● Exercise data
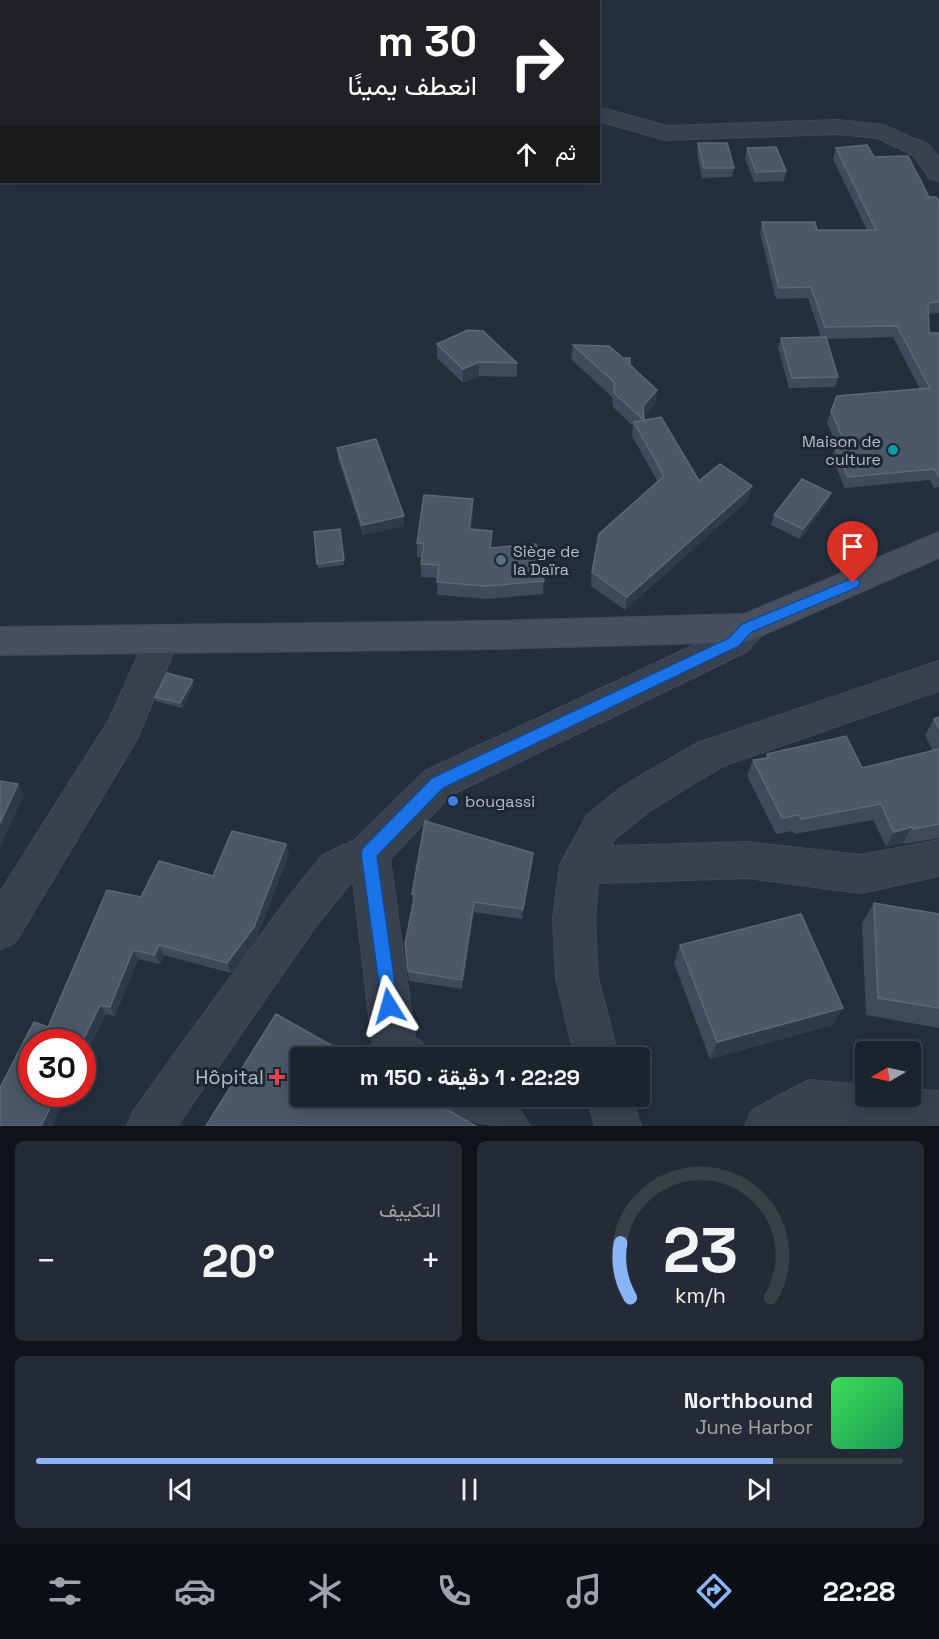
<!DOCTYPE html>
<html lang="ar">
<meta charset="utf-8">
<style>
body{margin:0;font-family:"Space Grotesk",Vazirmatn,sans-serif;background:#242b36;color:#f1f3f6;direction:rtl;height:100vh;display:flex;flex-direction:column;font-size:22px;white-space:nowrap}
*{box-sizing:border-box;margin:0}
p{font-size:20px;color:#a0a4aa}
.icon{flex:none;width:33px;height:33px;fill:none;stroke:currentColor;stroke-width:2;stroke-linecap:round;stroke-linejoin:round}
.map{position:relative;height:1126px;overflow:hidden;direction:ltr}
.side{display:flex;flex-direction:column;gap:15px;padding:15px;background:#0f1319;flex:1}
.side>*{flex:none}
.hud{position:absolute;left:0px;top:0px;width:600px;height:183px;box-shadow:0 3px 15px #0003,0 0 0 2px #39404a;direction:rtl;background:#202124;color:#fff;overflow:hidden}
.needle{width:39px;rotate:261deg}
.buttons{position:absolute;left:855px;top:1041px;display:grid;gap:12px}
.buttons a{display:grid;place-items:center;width:66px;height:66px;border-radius:6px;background:#1b232e;box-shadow:0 3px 15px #0003,0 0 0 2px #39404a;font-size:30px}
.speed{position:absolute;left:18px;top:1029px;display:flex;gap:12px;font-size:30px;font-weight:700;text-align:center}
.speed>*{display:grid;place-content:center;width:78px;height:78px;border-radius:50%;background:#1b232e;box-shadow:0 3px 15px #0003,0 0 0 2px #39404a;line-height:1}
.speed .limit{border:9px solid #d22;background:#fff;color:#111}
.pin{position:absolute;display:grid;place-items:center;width:51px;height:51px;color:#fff;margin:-62px -26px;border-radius:50% 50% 50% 0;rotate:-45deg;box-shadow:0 0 6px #0007}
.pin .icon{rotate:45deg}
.me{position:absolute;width:66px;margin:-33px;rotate:352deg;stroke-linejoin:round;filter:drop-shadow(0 0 4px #0008)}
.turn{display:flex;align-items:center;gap:21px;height:126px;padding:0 24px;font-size:27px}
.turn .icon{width:78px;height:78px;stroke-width:2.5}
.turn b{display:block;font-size:42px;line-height:51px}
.then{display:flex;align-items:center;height:57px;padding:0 24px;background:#0003;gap:12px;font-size:22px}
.big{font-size:45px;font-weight:700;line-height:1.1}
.side .card{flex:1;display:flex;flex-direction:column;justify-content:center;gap:9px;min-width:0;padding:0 21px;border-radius:9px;background:#242b36}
.side .dial{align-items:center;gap:0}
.dial svg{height:156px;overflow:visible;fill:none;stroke:#39404a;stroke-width:7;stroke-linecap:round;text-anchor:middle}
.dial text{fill:#f1f3f6;stroke:none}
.song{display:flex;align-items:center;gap:18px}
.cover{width:72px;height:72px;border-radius:9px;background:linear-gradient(135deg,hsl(130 70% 55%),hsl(150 70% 35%))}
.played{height:6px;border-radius:3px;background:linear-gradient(90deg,#8ab4f8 85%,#39404a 85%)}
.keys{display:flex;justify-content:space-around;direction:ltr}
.heat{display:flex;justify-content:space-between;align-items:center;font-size:33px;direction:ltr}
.side .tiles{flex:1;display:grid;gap:15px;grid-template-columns:1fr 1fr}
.card:last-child{grid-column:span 2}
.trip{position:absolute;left:290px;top:1047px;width:360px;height:60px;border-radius:6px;background:#1b232e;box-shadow:0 3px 15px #0003,0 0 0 2px #39404a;font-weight:700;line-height:60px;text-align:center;direction:rtl}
.dock{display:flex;height:96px;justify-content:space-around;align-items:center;background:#0b0e12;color:#a0a4aa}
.dock .icon{width:42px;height:42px}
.dock .active{color:#8ab4f8}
.dock b{font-size:27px;color:#f1f3f6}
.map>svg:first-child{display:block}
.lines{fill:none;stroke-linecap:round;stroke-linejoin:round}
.street-casing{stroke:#414a57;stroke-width:2}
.secondary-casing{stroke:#414a57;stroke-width:2}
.primary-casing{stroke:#414a57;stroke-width:2}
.street{fill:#38414e;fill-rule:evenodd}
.secondary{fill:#465061;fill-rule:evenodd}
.primary{fill:#56606e;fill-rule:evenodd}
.wall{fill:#3f4b5c}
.shaded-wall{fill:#2f3b4b}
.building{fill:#4b5868;stroke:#5c6777;stroke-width:1.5}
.route{fill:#1a73e8;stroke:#114b97;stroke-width:1.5}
.culture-dot{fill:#0f9aa8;stroke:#1d2633;stroke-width:2}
.service-dot{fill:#5c6f8a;stroke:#1d2633;stroke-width:2}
.shop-dot{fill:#3f7fe0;stroke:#1d2633;stroke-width:2}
.health-dot{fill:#e0444e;stroke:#1d2633;stroke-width:2}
.labels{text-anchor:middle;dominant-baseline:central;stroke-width:6;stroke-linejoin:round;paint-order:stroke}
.poi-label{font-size:16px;fill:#b4bcc9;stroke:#1d2633;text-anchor:start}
.near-poi-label{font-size:20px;fill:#b4bcc9;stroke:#1d2633;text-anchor:end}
</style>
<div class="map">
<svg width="939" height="1126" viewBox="0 0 939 1126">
<rect width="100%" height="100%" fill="#242f3e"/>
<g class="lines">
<g class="street-casing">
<path id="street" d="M 598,107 L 667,126 L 838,120 L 883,125 L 929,145 L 939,158 L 939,181 L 930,179 L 913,155 L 878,138 L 838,134 L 666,140 L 598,121 Z
M 747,614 L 759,618 L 764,628 L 759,638 L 746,652 L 451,795 L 390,859 L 415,1038 L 422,1042 L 428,1058 L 376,1058 L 373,1050 L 353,880 L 315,927 L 177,1126 L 127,1126 L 134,1110 L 287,899 L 323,855 L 355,840 L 425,771 L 722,632 L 735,618 Z
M 162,625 L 174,629 L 179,639 L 137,739 L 15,943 L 0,949 L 0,892 L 109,720 L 150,629 Z
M 939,661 L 939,691 L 723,766 L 651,810 L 615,839 L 611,846 L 747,842 L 861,855 L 939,840 L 939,876 L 861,893 L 747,878 L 598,883 L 595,920 L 598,978 L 619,1058 L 575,1058 L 556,978 L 553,920 L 560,865 L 587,815 L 623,786 L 697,743 Z
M 809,1080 L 866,1085 L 866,1096 L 910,1096 L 910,1089 L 939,1091 L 939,1126 L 745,1126 L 752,1110 Z
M 441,1096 C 478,1096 512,1086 529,1126 C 492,1126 457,1126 441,1096 Z
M 586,1096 L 631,1096 L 641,1126 L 595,1126 Z"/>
</g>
<g class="secondary-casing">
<path id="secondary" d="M 939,532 L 939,558 L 747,642 L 489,649 L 0,655 L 0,627 L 489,621 L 744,614 Z"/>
</g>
<g class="primary-casing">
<path id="primary" d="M 543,0 L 566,0 L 542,2 Z
M 0,78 L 2,78 L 2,92 L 0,92 Z"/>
</g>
<use href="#street" class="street"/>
<use href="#secondary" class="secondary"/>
<use href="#primary" class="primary"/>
</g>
<path class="wall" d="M 698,143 L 734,168 L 732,177 L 702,178 L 697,153 Z
M 747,148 L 786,171 L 784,181 L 754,182 L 745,158 Z
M 836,148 L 874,157 L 929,197 L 939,201 L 939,313 L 928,314 L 929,333 L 939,333 L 939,487 L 934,488 L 930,480 L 845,488 L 832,458 L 835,447 L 838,447 L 827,423 L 831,411 L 920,389 L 893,337 L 826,339 L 838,377 L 835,387 L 789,388 L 778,348 L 781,338 L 821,337 L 808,298 L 776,299 L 760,233 L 762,222 L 817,230 L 867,230 L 833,159 Z
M 437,344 L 517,363 L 517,377 L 479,376 L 463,383 L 437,358 Z
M 573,345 L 630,365 L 657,390 L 655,404 L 643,417 L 644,420 L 699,481 L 748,500 L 625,610 L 591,586 L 592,572 L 658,482 L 632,436 L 633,426 L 613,407 L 612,397 L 571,359 Z
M 337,448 L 404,516 L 404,526 L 363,535 L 338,458 Z
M 831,493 L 827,503 L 800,539 L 771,525 L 774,515 Z
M 473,499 L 473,512 L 471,530 L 491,548 L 544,581 L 543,594 L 486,599 L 437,595 L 438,578 L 421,577 L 421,564 L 422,557 L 417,557 L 417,543 Z
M 340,529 L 344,565 L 318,568 L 314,532 Z
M 194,684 L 182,708 L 156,701 L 155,697 Z
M 939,717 L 939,838 L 904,844 L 903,843 L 886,847 L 873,820 L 794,834 L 793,831 L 776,834 L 747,776 L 753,760 L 765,758 L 767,754 L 862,768 L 933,751 L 925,735 L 934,719 Z
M 232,831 L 286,844 L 289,854 L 257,937 L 231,973 L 164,955 L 160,964 L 138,959 L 115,1016 L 106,1014 L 82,1062 L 82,1042 L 32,1042 L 32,1094 L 67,1094 L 52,1126 L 0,1126 L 0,1088 L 34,1022 L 48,1027 L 107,890 L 141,897 L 159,861 L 213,876 Z
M 532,864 L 522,919 L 474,912 L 462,989 L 409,981 L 405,944 L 413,904 L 412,894 Z
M 874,903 L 939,914 L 939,1028 L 866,1015 L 862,923 Z
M 680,945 L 843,1008 L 832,1025 L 710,1059 L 674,963 Z"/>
<path class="shaded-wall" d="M 479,362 L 479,376 L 463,383 L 463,369 Z
M 657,390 L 655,404 L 642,418 L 643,406 Z
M 752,486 L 748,500 L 625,610 L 627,597 Z
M 831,493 L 827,503 L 800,539 L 803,529 Z
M 473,499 L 473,512 L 469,543 L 469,529 Z
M 404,516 L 404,526 L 363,535 L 362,525 Z
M 193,680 L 194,684 L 182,708 L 180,703 Z
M 18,784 L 24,795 L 0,847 L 0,823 Z
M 912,827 L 903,843 L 886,847 L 894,832 Z
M 286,844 L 289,854 L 257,937 L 231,973 L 227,963 Z
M 533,853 L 532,864 L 522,919 L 523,909 Z
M 474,902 L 474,912 L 462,989 L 462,980 Z
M 159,945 L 164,955 L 160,964 L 155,955 Z
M 133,950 L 138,959 L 115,1016 L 110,1007 Z
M 100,1005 L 106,1014 L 82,1062 L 82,1042 Z
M 843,1008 L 832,1025 L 710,1059 L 717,1042 Z
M 57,1094 L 67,1094 L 52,1126 L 41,1126 Z"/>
<path class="building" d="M 130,0 L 156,0 L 166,2 L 132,2 Z
M 698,143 L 727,143 L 734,168 L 704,168 Z
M 867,145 L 874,157 L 908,156 L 929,197 L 936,197 L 939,201 L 939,302 L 928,303 L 929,333 L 939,333 L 939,477 L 934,469 L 848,477 L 835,447 L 846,446 L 831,411 L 837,396 L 930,388 L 897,326 L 825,327 L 811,287 L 779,288 L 762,222 L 815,222 L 817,230 L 876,230 L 836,148 Z
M 776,147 L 786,171 L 756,172 L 747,148 Z
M 468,330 L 483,331 L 517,363 L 479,362 L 463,369 L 437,344 Z
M 826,337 L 838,377 L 792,378 L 781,338 Z
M 573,345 L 609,346 L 623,358 L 630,358 L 630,365 L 657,390 L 643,406 L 644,420 L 614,393 L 614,382 Z
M 661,417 L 699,481 L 720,464 L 752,486 L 627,597 L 592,572 L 599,534 L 664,476 L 634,422 Z
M 376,439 L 404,516 L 362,525 L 337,448 Z
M 802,479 L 831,493 L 803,529 L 774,515 Z
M 424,495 L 473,499 L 469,529 L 492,531 L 490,548 L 536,544 L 544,581 L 486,586 L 437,582 L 439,565 L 421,564 L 424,544 L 417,543 Z
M 340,529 L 344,560 L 317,564 L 314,532 Z
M 167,673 L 193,680 L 180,703 L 155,697 Z
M 939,717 L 939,729 L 934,719 Z
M 846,736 L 862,768 L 939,749 L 939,824 L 913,829 L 912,827 L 894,832 L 881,804 L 801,819 L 799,815 L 782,818 L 753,760 L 769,758 L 767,754 Z
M 0,781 L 18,784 L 0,823 Z
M 425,821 L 533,853 L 523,909 L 474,902 L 462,980 L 408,971 L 405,944 L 415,894 L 412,894 Z
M 232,831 L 286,844 L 254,927 L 227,963 L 159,945 L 155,955 L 133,950 L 110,1007 L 100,1005 L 82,1042 L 32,1042 L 32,1094 L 57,1094 L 41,1126 L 0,1126 L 0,1088 L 34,1022 L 48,1027 L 107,890 L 141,897 L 159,861 L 213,876 Z
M 874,903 L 939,914 L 939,1008 L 878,998 Z
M 801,914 L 843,1008 L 717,1042 L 680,945 Z
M 276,1014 L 354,1058 L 300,1058 L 300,1096 L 423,1096 L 476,1126 L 206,1126 Z"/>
<path class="route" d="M 853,578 L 858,579 L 860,583 L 858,587 L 752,632 L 739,646 L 443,788 L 377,856 L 398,1006 L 396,1013 L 389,1015 L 383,1013 L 361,853 L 363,848 L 432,778 L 729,638 L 742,624 Z"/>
<circle class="culture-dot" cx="893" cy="450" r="6"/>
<circle class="service-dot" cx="501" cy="560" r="6"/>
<circle class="shop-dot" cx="453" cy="801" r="6"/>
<path class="health-dot" d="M274 1068h6v6h6v6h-6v6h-6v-6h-6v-6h6z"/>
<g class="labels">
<g class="poi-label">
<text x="881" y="441" text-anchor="end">Maison de<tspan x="881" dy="18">culture</tspan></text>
<text x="513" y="551">Siège de<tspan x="513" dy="18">la Daïra</tspan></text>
<text x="465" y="801">bougassi</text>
</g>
<g class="near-poi-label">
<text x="264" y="1077">Hôpital</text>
</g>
</g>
</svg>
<div class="buttons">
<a><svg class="needle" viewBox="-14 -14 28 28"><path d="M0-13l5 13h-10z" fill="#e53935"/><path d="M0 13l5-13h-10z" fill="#a0a4aa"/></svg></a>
</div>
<div class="speed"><div class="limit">30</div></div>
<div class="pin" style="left:853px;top:583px;background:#d93025"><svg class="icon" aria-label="arrive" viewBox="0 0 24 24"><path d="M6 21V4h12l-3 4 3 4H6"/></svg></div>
<svg class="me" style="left:389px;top:1006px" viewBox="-20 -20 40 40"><path d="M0-17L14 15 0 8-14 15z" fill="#1a73e8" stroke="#fff" stroke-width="4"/></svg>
<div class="trip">22:29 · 1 دقيقة · 150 m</div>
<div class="hud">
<div class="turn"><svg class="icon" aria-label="right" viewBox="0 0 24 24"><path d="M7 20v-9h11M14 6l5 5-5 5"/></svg><div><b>30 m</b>انعطف يمينًا</div></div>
<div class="then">ثم<svg class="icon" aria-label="ahead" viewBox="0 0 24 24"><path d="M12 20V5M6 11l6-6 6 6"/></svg></div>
</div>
</div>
<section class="side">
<div class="tiles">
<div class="card dial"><svg viewBox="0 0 100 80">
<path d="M14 69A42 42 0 1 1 86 69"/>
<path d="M14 69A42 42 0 0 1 9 41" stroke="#8ab4f8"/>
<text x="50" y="56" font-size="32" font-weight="700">23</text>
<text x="50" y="72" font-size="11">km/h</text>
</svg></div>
<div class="card"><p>التكييف</p>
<div class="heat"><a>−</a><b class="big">20°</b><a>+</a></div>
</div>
<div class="card">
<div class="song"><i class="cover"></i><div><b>Northbound</b><p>June Harbor</p></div></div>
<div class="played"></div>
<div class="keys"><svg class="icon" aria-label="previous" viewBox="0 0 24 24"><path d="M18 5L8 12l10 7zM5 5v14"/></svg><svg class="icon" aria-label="pause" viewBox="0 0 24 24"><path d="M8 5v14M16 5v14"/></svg><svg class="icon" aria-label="next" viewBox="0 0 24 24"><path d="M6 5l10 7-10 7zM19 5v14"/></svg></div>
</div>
</div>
</section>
<nav class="dock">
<b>22:28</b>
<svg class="icon active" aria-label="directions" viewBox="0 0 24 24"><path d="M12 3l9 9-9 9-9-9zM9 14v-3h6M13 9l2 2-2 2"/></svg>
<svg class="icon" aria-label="music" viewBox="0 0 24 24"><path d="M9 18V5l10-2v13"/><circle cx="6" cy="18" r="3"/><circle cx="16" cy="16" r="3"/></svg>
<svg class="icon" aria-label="phone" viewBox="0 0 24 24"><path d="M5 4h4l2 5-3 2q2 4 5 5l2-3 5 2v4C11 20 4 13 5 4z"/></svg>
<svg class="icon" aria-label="climate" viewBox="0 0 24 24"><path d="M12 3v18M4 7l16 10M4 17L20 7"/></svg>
<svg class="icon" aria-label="car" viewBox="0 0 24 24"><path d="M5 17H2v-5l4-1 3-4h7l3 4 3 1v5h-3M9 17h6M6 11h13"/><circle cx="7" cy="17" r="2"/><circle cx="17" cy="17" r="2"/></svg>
<svg class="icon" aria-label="filters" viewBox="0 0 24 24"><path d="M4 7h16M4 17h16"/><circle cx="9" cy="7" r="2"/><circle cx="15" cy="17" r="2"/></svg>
</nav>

● What needs to be done
Out of the records above, pull each line containing the word "heat".

● Exercise solution
.heat{display:flex;justify-content:space-between;align-items:center;font-size:33px;direction:ltr}
<div class="heat"><a>−</a><b class="big">20°</b><a>+</a></div>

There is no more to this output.